88 years on, they get their uncle back
A Spring Hill family is reunited with the memory of a World War I veteran.
By DAN DEWITT
Published November 14, 2006
SPRING HILL - Eighty-eight years after Francis Lupo was lost on a World War I battlefield, he also was fading from his family's memory.
Lupo's grief-stricken mother in Cincinnati hardly ever spoke of him, said his nephew, 74-year-old Joe Panno. Other family members knew only his name and that he had been classified as missing in action and presumed dead.
That changed Monday, when an Army representative visited Panno's home in Spring Hill to acknowledge the family's loss.

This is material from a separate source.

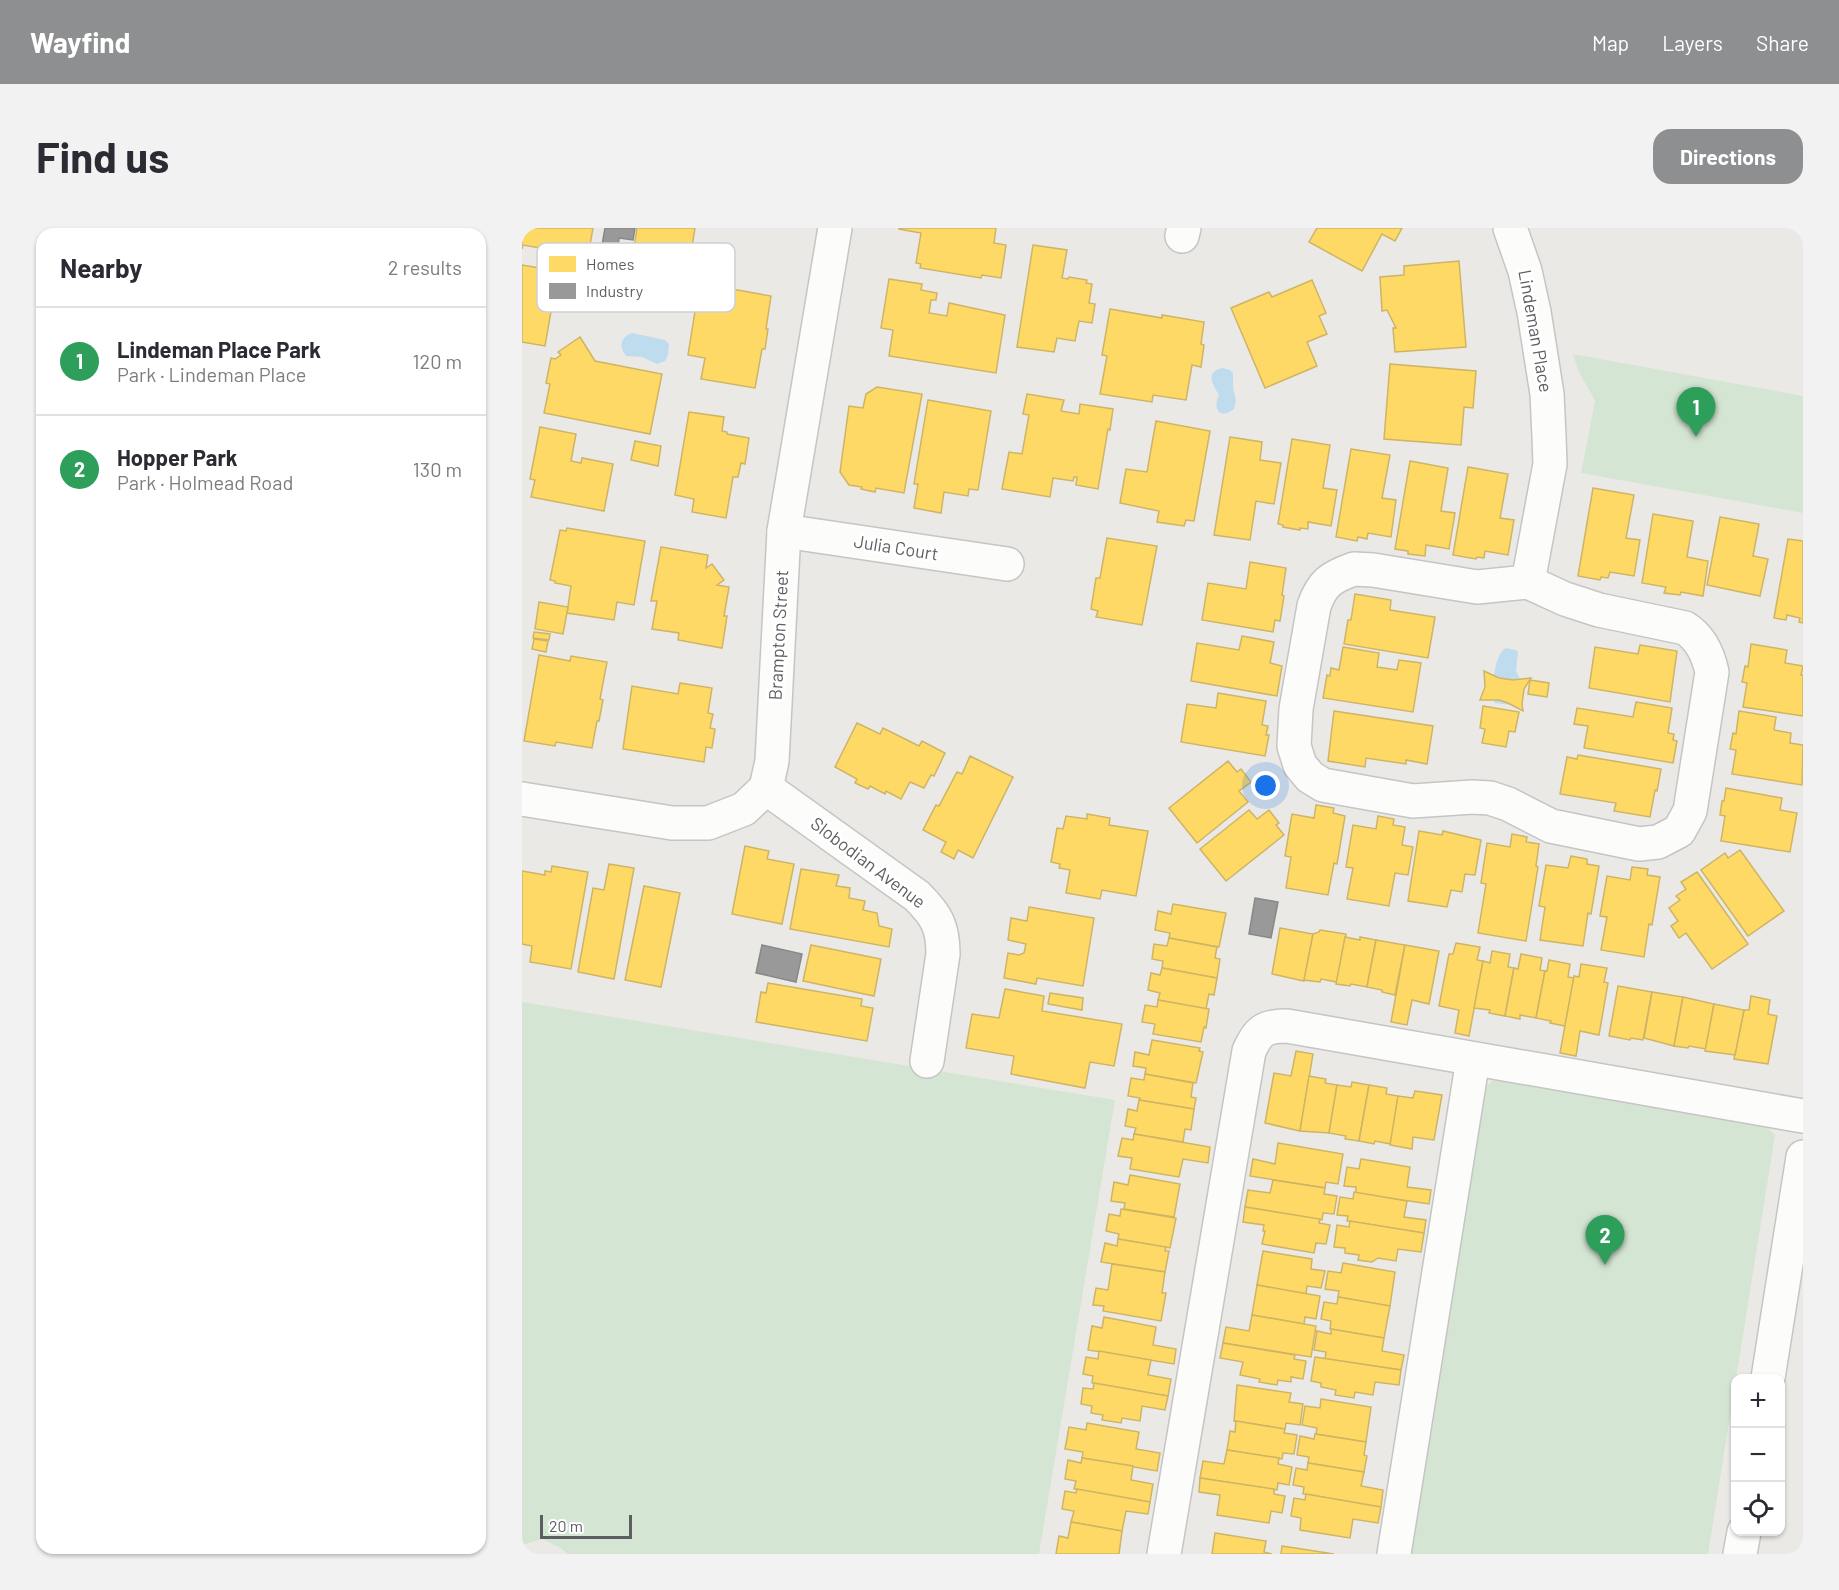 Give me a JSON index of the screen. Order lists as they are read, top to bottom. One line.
{"streets":{"street":["Lindeman Place","Julia Court","Brampton Street","Slobodian Avenue"]},"crossings":[["Julia Court","Brampton Street"],["Brampton Street","Slobodian Avenue"]],"legend":["Homes","Industry"],"scale_bar":"20 m","page":{"header":"Wayfind","nav":["Map","Layers","Share"],"buttons":"Directions","title":"Find us","heading":["Nearby","2 results"],"list":[{"mark":"1","name":"Lindeman Place Park","note":"Park · Lindeman Place","value":"120 m"},{"mark":"2","name":"Hopper Park","note":"Park · Holmead Road","value":"130 m"}],"pins":["1","2"],"map_buttons":["+","−"],"scale":"20 m"}}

"Thank you," said Tony Panno, 42, Lupo's great-nephew. "This was always a missing chapter in our family's history, and now you filled it in."
Army mortuary affairs specialist Paul Bethke explained to Lupo's Hernando County relatives why they had been overlooked when other family members were invited to Lupo's burial at Arlington National Cemetery in September.
Bethke also gave them shells from the 21-gun salute fired in Lupo's honor and, most important, offered them a clear picture of who their uncle was.
Lupo was 23, unmarried and childless when he died at the Second Battle of Marne in July 1918. He weighed only 122 pounds and stood no more than 5 feet tall. He was so small, Bethke said, that his remains originally were identified as a woman's.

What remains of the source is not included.